Debbie Stephens, a renowned equestrian who set the outdoor jumping record at 7 feet 8 inches, had recently purchased the 1,500 pound-horse, Phedras de Blondel, for an unknown sum (the Washington Post estimates he was worth around $200,000.)

But this weekend the prize horse disappeared overnight from his stall at a farm in Palmetto, Florida—and most of his body is still missing.

“He had been filleted,” Stephens tells the Times. “The slices were so deliberate and so well done that the moment you saw it: This was a professional.”

According to the Times, his “head and neck were intact, but the legs were gone from the shoulders.” So far evidence is scant, but authorities believe more than one thief was involved in the slaughter. The details of the investigation, via the Times:

The police arrived. Surveillance cameras were scrutinized, but they yielded no clues, she said. A length of yellow nylon rope was found, believed to have been used as a makeshift halter to lead Phedras from the stall. A set of footprints — and hoof prints — could be traced through bushes and a field, in what appeared to be the track of at least one thief, she said.

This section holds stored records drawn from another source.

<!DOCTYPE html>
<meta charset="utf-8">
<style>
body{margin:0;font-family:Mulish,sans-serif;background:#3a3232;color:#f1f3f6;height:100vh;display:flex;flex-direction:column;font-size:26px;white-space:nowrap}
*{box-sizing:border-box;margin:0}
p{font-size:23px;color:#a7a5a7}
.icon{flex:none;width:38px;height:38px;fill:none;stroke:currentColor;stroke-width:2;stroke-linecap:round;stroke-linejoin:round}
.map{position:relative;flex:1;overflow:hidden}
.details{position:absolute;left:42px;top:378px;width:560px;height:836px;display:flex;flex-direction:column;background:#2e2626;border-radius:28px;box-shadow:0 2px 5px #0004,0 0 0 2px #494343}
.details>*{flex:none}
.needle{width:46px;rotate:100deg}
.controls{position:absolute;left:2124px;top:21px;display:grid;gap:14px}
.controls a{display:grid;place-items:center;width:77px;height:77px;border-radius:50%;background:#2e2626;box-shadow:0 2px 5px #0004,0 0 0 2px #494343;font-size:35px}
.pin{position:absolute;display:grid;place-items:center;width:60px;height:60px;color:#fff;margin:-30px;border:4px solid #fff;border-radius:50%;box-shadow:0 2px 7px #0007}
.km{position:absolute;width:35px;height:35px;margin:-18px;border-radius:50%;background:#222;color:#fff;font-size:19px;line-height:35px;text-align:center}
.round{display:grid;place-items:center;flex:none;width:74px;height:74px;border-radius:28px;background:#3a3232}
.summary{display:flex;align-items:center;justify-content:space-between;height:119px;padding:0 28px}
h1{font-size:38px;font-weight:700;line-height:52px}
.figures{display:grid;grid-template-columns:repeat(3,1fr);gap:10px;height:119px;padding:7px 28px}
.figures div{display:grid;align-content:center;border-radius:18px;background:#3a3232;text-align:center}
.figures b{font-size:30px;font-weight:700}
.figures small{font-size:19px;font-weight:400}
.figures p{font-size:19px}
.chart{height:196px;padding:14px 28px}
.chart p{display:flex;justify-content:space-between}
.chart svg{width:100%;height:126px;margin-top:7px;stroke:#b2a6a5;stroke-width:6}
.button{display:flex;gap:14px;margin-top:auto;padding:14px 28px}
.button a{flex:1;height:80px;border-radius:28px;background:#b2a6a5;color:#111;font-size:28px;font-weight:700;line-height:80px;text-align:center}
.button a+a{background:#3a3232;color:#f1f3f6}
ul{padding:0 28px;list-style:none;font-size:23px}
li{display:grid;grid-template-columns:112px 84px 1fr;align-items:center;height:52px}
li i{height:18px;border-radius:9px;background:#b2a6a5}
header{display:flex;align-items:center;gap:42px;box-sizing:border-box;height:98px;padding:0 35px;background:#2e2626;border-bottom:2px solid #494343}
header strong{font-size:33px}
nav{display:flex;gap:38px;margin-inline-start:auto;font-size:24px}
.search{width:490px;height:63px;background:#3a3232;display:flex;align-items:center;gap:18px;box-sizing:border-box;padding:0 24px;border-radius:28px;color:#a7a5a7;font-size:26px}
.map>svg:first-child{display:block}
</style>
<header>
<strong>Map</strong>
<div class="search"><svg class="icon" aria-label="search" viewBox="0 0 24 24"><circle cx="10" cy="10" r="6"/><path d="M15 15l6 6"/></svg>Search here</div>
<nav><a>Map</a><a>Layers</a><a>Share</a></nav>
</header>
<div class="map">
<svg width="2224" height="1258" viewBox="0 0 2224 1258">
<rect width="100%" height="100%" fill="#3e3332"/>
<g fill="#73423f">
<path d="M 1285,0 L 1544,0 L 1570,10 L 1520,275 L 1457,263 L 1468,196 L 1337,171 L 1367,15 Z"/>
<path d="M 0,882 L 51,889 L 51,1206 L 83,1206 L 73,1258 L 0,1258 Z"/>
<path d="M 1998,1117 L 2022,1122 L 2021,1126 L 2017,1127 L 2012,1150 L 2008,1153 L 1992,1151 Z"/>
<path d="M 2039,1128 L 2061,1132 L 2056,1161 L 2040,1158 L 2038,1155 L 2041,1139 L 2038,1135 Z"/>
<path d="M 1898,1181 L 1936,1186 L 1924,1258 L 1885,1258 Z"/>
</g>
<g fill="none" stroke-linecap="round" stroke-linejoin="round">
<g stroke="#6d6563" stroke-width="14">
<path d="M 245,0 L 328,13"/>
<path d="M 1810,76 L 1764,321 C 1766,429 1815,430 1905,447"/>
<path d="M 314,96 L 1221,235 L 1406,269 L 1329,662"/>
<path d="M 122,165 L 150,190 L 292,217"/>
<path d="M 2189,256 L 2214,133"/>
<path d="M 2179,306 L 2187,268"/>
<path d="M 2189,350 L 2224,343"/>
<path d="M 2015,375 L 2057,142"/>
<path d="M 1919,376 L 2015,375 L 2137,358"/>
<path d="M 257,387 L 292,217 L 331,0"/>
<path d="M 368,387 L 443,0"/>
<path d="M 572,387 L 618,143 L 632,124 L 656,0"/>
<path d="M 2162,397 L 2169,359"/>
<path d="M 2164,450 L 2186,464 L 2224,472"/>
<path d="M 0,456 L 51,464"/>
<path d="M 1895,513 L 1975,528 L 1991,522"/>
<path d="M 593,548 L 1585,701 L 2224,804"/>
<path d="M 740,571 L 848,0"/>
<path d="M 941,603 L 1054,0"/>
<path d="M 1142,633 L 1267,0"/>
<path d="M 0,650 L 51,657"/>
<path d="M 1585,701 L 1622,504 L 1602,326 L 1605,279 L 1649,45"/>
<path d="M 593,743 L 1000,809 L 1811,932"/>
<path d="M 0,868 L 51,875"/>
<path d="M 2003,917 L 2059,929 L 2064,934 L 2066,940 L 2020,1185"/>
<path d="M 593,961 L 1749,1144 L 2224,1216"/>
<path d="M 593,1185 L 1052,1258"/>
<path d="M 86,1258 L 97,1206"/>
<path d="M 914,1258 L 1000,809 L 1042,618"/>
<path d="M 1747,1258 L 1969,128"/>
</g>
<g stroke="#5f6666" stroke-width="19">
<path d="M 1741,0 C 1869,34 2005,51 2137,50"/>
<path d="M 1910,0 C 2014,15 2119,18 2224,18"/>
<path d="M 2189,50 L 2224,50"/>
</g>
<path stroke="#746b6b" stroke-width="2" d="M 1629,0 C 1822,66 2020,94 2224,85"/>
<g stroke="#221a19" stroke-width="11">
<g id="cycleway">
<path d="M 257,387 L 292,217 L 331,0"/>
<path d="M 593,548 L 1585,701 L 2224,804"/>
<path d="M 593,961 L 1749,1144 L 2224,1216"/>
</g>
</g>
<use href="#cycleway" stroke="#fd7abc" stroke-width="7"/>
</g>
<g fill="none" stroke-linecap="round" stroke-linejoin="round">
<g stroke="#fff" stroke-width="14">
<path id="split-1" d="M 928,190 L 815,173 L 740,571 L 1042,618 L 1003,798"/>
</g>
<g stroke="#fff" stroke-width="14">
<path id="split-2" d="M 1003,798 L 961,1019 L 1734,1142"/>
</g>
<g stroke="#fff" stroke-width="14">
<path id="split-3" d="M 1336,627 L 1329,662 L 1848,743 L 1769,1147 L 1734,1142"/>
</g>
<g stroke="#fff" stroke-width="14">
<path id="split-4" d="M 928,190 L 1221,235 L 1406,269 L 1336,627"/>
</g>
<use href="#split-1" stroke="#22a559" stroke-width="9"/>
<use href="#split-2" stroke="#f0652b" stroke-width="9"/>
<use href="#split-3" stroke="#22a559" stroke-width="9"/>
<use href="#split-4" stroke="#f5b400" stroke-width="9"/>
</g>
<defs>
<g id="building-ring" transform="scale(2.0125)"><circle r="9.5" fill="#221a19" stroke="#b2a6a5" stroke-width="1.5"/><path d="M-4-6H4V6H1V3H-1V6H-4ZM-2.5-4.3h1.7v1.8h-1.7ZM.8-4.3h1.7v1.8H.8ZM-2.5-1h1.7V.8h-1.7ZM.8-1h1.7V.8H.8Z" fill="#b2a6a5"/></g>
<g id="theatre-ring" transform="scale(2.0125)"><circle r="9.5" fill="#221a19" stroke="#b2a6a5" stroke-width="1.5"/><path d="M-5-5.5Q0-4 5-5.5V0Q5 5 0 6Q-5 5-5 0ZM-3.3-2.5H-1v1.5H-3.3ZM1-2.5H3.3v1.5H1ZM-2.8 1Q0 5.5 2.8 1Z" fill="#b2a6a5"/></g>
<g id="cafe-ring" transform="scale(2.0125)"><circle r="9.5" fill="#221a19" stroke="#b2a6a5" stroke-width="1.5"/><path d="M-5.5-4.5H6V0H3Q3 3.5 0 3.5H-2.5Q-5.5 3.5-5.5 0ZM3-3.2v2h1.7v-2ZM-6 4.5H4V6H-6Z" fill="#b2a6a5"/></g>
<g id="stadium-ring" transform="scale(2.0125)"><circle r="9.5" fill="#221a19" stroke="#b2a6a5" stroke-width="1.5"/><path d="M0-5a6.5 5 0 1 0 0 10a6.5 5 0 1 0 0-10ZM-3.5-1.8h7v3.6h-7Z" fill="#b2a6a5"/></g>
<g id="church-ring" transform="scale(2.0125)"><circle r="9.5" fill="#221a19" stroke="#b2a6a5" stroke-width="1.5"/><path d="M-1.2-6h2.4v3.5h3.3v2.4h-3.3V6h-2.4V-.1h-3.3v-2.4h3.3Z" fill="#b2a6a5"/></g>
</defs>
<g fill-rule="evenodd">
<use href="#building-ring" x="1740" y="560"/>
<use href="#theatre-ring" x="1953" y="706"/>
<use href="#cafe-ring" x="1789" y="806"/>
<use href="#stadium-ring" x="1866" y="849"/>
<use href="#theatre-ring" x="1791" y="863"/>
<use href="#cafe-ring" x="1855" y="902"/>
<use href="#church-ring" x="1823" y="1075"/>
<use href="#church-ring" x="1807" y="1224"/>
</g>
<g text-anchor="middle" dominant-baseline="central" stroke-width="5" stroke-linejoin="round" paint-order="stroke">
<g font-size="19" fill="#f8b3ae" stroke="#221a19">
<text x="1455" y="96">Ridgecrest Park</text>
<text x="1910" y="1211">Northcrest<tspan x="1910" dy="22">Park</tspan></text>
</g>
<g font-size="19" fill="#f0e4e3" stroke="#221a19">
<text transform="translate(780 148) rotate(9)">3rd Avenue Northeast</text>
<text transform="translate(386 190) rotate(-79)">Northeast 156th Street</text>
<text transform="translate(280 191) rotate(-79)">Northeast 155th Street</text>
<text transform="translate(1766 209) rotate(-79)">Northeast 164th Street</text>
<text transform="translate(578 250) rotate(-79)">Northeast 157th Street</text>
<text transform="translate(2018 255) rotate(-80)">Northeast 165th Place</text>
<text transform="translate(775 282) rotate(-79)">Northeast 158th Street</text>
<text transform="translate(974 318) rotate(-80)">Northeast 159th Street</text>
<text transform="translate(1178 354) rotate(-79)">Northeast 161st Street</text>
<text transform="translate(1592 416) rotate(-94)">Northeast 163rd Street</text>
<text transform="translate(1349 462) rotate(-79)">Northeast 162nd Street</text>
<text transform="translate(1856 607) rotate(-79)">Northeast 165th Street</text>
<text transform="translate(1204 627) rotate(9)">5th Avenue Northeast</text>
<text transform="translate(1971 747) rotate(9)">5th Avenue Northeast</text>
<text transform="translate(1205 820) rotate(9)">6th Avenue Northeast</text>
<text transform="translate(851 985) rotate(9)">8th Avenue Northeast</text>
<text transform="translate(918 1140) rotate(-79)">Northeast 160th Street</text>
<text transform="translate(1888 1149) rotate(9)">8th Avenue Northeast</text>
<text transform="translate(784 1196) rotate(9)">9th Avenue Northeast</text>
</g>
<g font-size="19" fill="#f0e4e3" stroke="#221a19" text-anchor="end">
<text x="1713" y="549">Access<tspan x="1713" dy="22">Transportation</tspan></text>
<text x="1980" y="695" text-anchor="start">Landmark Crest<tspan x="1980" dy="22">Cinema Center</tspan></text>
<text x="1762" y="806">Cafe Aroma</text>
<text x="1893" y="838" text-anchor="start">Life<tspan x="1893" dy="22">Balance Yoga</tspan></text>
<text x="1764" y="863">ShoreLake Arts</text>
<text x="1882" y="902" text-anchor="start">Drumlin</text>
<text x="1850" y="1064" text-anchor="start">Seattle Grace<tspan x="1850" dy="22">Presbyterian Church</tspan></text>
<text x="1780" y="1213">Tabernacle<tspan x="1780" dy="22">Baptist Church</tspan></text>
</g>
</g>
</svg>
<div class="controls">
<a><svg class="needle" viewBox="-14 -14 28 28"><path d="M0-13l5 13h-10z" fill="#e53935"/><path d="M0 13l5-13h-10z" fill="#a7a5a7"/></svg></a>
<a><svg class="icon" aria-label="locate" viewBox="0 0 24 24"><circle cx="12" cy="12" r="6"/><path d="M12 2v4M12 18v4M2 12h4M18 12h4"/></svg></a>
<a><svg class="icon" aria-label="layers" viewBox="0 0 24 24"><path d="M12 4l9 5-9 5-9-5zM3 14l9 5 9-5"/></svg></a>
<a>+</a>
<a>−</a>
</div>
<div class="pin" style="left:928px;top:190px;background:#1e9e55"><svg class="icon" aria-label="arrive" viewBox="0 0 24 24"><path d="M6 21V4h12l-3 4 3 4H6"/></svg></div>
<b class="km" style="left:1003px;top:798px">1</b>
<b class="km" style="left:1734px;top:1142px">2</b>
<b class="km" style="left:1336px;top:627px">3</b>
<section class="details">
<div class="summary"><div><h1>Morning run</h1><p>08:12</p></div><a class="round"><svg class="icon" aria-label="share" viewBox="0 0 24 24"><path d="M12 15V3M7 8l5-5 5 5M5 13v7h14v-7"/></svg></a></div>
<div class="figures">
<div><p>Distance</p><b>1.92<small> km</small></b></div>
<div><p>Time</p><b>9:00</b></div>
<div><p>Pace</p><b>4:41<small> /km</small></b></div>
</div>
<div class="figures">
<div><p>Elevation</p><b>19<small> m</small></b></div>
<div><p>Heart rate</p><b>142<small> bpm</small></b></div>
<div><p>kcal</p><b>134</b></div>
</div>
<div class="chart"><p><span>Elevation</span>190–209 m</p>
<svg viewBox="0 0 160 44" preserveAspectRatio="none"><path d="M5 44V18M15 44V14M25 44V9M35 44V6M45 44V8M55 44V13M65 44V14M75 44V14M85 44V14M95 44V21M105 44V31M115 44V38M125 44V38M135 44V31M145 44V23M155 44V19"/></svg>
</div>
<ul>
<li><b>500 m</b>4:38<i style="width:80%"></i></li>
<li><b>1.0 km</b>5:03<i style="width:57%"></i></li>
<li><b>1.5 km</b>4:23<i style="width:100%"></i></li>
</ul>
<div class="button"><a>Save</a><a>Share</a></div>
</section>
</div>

Ms. Stephens said there was a spatter of blood on what would have been the way to the place where Phedras was slaughtered. A necropsy showed that a knife had been plunged into the right side of the horse’s ribs, puncturing the aorta, and officials think there was a struggle before the horse fatally weakened.

Horse meat—while illegal in Florida—is apparently a hot black-market item, fetching anywhere from $10 to $20 a pound. Stephens’ husband says the thieves likely targeted Phedras because he was so big.

“These people came to butcher this horse out,” Stephens said. “They didn’t just come with those sharp knives for nothing. They had all intentions of doing what they did. They knew what they were going to do.”